Action item >> Below is a block of entries; repeat exactly the lines starting at the line that contains "position:absolute; left:36px; top:1095px;" and ending at the line that contains "position:absolute; display:grid; place-items:center;", both included.

(Saved entries)
◆ ◆ ◆ ◆ ◆
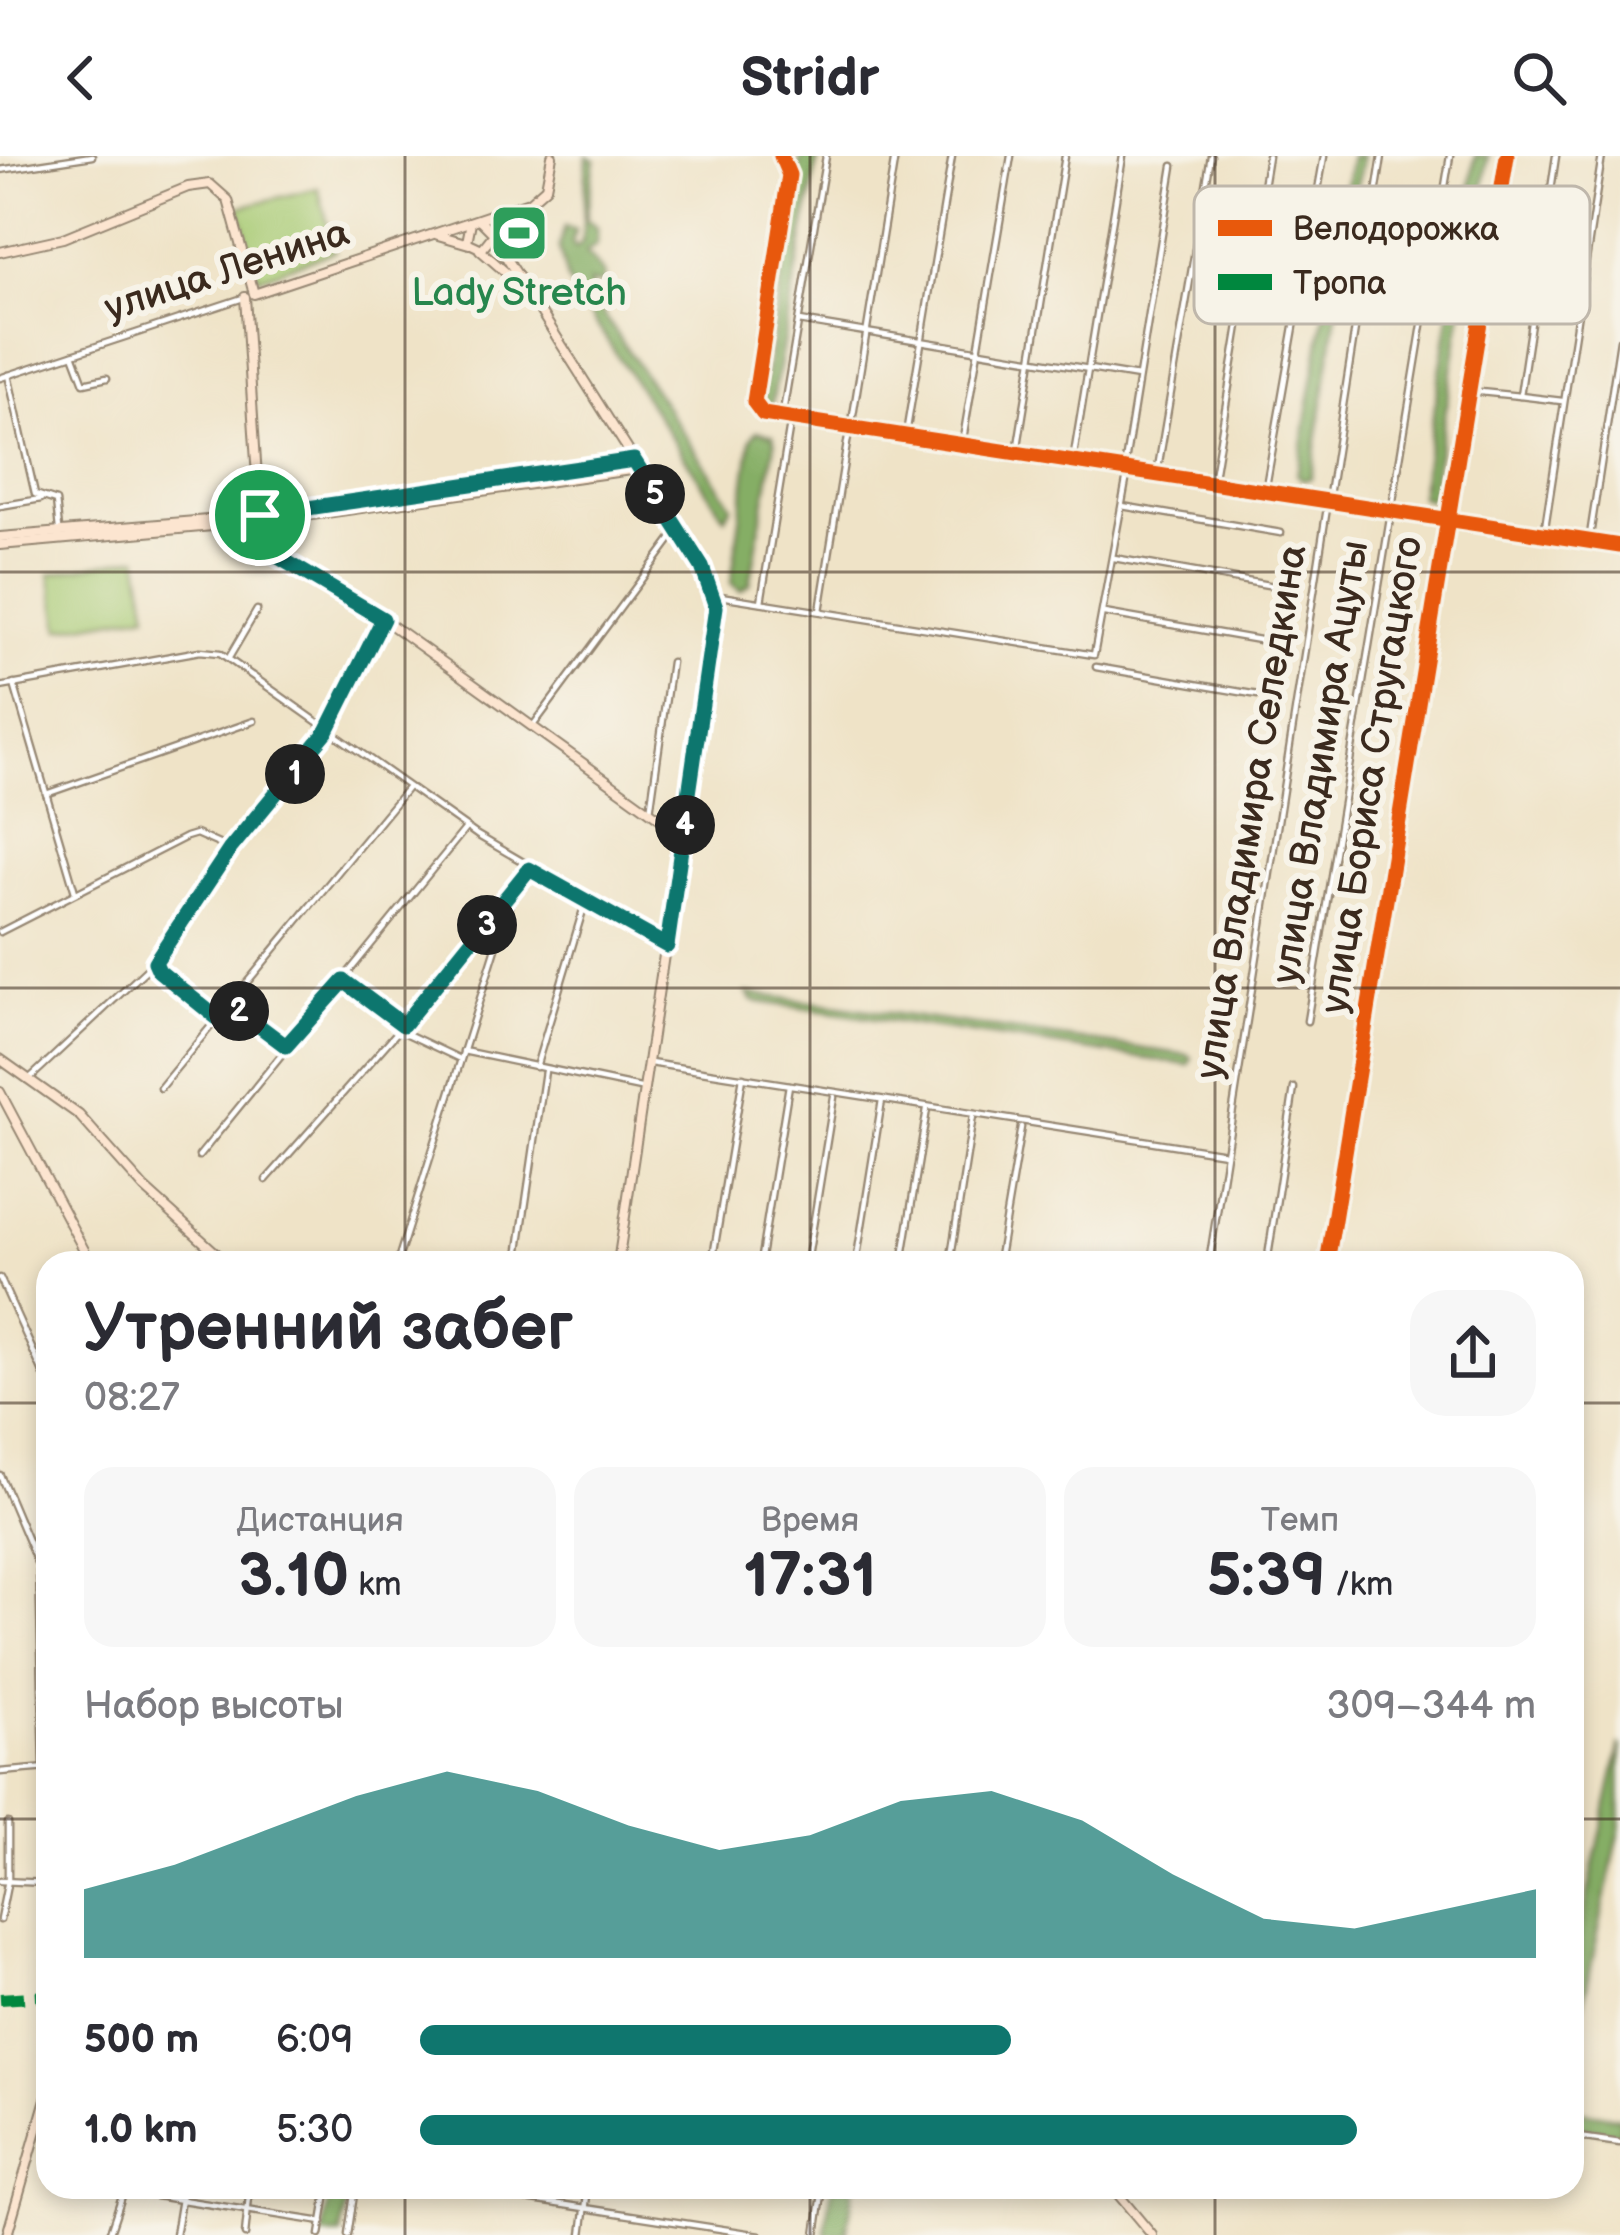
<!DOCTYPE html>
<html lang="ru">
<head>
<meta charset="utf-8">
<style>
  :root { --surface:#fff; --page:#f7f7f7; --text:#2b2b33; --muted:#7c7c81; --accent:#0f766e }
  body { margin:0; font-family:"Balsamiq Sans",sans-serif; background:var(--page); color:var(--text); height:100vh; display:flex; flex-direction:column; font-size:45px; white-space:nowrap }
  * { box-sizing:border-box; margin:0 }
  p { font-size:39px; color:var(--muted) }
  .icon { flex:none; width:66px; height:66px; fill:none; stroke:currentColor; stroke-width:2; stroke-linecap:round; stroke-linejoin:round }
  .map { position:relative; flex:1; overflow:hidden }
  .side { position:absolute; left:36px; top:1095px; width:1548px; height:948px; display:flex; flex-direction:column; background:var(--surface); border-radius:36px; box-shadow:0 6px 18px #0003 }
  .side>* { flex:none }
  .pin { position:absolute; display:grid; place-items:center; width:102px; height:102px; color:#fff; margin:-51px; border:6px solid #fff; border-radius:50%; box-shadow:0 3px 12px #0007 }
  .km { position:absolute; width:60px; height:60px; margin:-30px; border-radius:50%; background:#222; color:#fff; font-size:33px; line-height:60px; text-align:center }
  .round { display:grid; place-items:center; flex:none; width:126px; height:126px; border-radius:36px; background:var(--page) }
  .head { display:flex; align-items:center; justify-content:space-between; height:204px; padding:0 48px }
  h1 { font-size:66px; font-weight:600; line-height:90px }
  .stats { display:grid; grid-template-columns:repeat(3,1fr); gap:18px; height:204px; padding:12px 48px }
  .stats div { display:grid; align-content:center; border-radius:30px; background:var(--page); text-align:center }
  .stats b { font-size:60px; font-weight:600 }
  .stats small { font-size:33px; font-weight:400 }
  .stats p { font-size:33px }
  .chart { height:336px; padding:24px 48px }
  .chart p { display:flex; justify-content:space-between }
  .chart svg { width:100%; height:216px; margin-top:12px; fill:var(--accent); opacity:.7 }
  ul { padding:0 48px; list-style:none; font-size:39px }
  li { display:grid; grid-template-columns:192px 144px 1fr; align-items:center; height:90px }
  li i { height:30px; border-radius:15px; background:var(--accent) }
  header { display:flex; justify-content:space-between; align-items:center; height:156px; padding:0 48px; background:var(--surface); font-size:54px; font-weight:600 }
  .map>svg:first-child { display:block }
</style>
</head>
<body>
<header><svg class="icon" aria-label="back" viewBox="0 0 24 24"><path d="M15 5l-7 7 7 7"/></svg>Stridr<svg class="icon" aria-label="search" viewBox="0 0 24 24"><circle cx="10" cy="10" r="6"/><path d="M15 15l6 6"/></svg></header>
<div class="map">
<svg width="1620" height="2079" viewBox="0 0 1620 2079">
  <rect width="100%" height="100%" fill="#f7f3e8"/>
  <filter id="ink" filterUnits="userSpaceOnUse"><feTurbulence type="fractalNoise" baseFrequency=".00833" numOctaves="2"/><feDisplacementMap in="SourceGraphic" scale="24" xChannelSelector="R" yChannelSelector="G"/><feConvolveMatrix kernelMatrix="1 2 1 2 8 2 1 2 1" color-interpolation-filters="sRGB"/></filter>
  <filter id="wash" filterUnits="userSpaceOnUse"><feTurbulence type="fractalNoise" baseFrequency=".004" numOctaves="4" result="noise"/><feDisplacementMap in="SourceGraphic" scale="48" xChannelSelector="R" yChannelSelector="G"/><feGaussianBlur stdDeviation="2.7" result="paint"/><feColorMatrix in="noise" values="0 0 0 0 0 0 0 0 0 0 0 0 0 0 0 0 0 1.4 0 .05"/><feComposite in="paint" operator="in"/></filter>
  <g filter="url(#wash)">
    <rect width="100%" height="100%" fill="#efe3c7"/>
    <!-- green -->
    <g fill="#a7ca73" stroke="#717a48" stroke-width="3">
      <polygon points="318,32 335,95 258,122 239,51"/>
      <polygon points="138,401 148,457 60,473 50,418"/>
    </g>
    <!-- forest -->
    <g fill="#85ae65" stroke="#606c42" stroke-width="3">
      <polygon points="587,0 595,4 586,63 597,71 597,88 586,96 605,119 602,128 590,126 594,144 732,349 725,362 567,124 559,92 565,70 575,74 572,87 576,92 582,87"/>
      <polygon points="801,0 818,0 771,253 764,249 763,238"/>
      <polygon points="1351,0 1362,0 1311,322 1304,324 1297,319"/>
      <polygon points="1475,0 1488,0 1430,345 1420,340"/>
      <polygon points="757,275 773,279 775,287 750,428 740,435 731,427 751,283"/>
      <polygon points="747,837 1188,899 1192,902 1189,909 753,845"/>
      <polygon points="1620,1588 1620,1672 1572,1901 1572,1812"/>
      <polygon points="1572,1954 1620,1961 1620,1978 1572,1971"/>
      <polygon points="331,2031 349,2031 341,2079 323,2079"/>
      <polygon points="832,2031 854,2031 846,2079 825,2079"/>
    </g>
  </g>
  <g filter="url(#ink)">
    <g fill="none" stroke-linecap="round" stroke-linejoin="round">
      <defs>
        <g id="street">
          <polyline points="781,0 789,19 754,246 763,258 1620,390"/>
          <polyline points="0,14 92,0"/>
          <polyline points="1204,39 1315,57"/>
          <polyline points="1260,48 1268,0"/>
          <polyline points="1195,94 1305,112"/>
          <polyline points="799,165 1138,221"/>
          <polyline points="73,198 84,227 107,222"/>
          <polyline points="8,219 35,338 56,345 59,373"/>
          <polyline points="0,222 243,142"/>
          <polyline points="1470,235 1520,240 1556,0"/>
          <polyline points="1520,240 1562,245"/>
          <polyline points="782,262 826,0"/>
          <polyline points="851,272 895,0"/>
          <polyline points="906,278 952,0"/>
          <polyline points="962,289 1011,0"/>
          <polyline points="1017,296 1065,0"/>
          <polyline points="1073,305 1123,0"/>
          <polyline points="1124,313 1173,10"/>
          <polyline points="1157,318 1211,0"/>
          <polyline points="1213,327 1250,103"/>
          <polyline points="1265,336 1324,0"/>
          <polyline points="0,350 41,343"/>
          <polyline points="1122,350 1281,377"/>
          <polyline points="1544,378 1602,0"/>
          <polyline points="1589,386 1620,184"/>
          <polyline points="1114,402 1274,430"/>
          <polyline points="714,439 1094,499 1128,314"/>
          <polyline points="761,446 789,274"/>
          <polyline points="820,455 848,281"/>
          <polyline points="1104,457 1265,485"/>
          <polyline points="230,500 257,454"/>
          <polyline points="1096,511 1258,539"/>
          <polyline points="14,528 75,736"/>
          <polyline points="0,531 200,495 220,497 477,679 667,790"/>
          <polyline points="532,571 678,374"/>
          <polyline points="46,638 254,565"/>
          <polyline points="650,656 671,506"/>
          <polyline points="0,776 186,681 196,678 230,693"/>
          <polyline points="156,806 159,815 217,862"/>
          <polyline points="345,826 403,869"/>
          <polyline points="230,848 286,890"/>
          <polyline points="1307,865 1450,0"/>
          <polyline points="399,874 458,902"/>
          <polyline points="463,895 645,933"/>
          <polyline points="650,907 1225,997"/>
          <polyline points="536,911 586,744"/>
          <polyline points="29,923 162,799 230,693 327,575 383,463"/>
          <polyline points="160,932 408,631"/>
          <polyline points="199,1000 466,672"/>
          <polyline points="266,1024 399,874 529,713"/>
          <polyline points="397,1107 512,741"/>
          <polyline points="517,1107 545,915"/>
          <polyline points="712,1107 743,921"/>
          <polyline points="760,1107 789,929"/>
          <polyline points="807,1107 834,941"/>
          <polyline points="856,1107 882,944"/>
          <polyline points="902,1107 927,953"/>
          <polyline points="950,1107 973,960"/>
          <polyline points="998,1107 1021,971"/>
          <polyline points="1209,1107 1382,0"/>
          <polyline points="1267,1107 1294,932"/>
          <polyline points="1327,1107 1507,0"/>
          <polyline points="0,1122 48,1228"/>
          <polyline points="0,1319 39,1411 44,1611"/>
          <polyline points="36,1398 48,1399"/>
          <polyline points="0,1616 48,1612"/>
          <polyline points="0,1725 48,1727"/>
          <polyline points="0,1764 8,1724 8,1667"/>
          <polyline points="1572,1980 1620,1987"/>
          <polyline points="449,2031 760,2079"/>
          <polyline points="124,2035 323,2066"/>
          <polyline points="109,2079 125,2031"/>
          <polyline points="175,2079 183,2031"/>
          <polyline points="245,2079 250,2031"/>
          <polyline points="320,2079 328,2031"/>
          <polyline points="348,2079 355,2031"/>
          <polyline points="582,2079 588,2031"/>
          <polyline points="816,2079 823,2031"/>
        </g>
        <g id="secondary">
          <polyline points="471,66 467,86 482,93 494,78 480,64"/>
          <polyline points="500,73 494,82 702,411 716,451 618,1107"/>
          <polyline points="438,79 469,88"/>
          <polyline points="480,94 518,127"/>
          <polyline points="0,96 63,82 188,31 210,28 228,44 254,138 529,46 546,31 552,0"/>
          <polyline points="245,141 260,366 270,395 383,463 684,680"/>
          <polyline points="0,381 269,359 634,304"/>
          <polyline points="0,389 269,365 638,313"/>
          <polyline points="0,903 79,959 144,1032 227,1107"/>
          <polyline points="0,936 91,1107"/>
          <polyline points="1112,2031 1152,2079"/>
          <polyline points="7,2079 48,1936"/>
        </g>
      </defs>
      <!-- street casing -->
      <use href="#street" stroke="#958672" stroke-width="9"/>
      <!-- secondary casing -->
      <use href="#secondary" stroke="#958672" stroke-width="12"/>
      <!-- street -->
      <use href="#street" stroke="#fff" stroke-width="4.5"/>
      <!-- secondary -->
      <use href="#secondary" stroke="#fce5d0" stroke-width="8"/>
      <!-- quiet -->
      <polyline stroke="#00873e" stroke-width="12" stroke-dasharray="24 12" stroke-linecap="butt" points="0,1843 48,1840"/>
      <defs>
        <g id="cycleway">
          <polyline points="781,0 789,19 754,246 763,258 1620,390"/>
          <polyline points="1327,1107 1507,0"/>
        </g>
      </defs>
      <!-- cycleway casing -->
      <use href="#cycleway" stroke="#f7f3e8" stroke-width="22"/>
      <!-- cycleway -->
      <use href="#cycleway" stroke="#e8590c" stroke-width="15"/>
    </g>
  </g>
  <g fill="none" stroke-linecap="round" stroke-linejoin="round" filter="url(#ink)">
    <defs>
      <polygon id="route" points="634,304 702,411 716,451 667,790 529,713 403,869 344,825 286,890 230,848 217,862 159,815 155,806 230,693 327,575 383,463 275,399 262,381 260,359"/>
    </defs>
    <!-- route casing -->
    <use href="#route" stroke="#fff" stroke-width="24"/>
    <!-- route -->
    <use href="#route" stroke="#0f766e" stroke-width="15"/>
  </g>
  <!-- grid -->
  <path fill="none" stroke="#3b2a1e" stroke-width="3" stroke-opacity="0.55" d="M 405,0 L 405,1107M 810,0 L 810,1107M 1215,0 L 1215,1107M 0,416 L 1620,416M 0,832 L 1620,832M 0,1247 L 48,1247M 1572,1247 L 1620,1247M 0,1663 L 48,1663M 1572,1663 L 1620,1663M 405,2031 L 405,2079M 810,2031 L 810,2079M 1215,2031 L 1215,2079"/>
  <!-- icons -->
  <defs>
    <symbol id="stadium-square" viewBox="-11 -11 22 22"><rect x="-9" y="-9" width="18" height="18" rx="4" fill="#2e9e5b" stroke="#f7f3e8"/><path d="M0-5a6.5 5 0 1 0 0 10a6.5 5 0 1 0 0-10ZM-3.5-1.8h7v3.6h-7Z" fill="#fff"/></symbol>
  </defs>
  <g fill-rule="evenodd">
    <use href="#stadium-square" x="486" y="44" width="66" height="66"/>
  </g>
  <g text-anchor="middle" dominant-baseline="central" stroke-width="12" stroke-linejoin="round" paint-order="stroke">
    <!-- street labels -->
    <g font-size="39" fill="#3b2a1e" stroke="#f7f3e8">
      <text transform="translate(227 115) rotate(-18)">улица Ленина</text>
      <text transform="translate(1321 606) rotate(-81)">улица Владимира Ацуты</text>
      <text transform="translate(1372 619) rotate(-81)">улица Бориса Стругацкого</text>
      <text transform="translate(1252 656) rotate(-81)">улица Владимира Селедкина</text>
    </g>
    <!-- leisure labels -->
    <g font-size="39" fill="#27864d" stroke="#f7f3e8">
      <text x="519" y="137">Lady Stretch</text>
    </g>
  </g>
  <!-- legend -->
  <rect x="1194" y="30" width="396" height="138" rx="18" fill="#f7f3e8" stroke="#bfb7ab" stroke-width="3"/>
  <rect x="1218" y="64" width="54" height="16" fill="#e8590c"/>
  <rect x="1218" y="118" width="54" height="16" fill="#00873e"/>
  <g font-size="33" fill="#3b2a1e">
    <text x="1293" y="84">Велодорожка</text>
    <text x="1293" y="138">Тропа</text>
  </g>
</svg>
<div class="pin" style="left:260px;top:359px;background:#1e9e55"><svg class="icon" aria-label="arrive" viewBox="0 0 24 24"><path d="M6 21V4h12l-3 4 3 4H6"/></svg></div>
<b class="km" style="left:295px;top:618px">1</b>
<b class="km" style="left:239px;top:855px">2</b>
<b class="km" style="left:487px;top:769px">3</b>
<b class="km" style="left:685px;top:669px">4</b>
<b class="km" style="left:655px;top:338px">5</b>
<section class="side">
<div class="head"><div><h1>Утренний забег</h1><p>08:27</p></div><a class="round"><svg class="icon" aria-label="share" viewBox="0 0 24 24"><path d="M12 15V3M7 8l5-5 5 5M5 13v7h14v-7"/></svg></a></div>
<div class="stats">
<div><p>Дистанция</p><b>3.10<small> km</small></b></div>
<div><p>Время</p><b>17:31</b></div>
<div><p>Темп</p><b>5:39<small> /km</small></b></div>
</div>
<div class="chart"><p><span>Набор высоты</span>309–344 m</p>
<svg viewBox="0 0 160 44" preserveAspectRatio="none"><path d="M0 44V30L10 25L20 18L30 11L40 6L50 10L60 17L70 22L80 19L90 12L100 10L110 16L120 27L130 36L140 38L150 34L160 30V44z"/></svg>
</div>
<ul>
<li><b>500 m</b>6:09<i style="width:53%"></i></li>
<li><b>1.0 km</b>5:30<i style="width:84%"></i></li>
</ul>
</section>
</div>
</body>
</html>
◆ ◆ ◆ ◆ ◆
The completed task >>
  .side { position:absolute; left:36px; top:1095px; width:1548px; height:948px; display:flex; flex-direction:column; background:var(--surface); border-radius:36px; box-shadow:0 6px 18px #0003 }
  .side>* { flex:none }
  .pin { position:absolute; display:grid; place-items:center; width:102px; height:102px; color:#fff; margin:-51px; border:6px solid #fff; border-radius:50%; box-shadow:0 3px 12px #0007 }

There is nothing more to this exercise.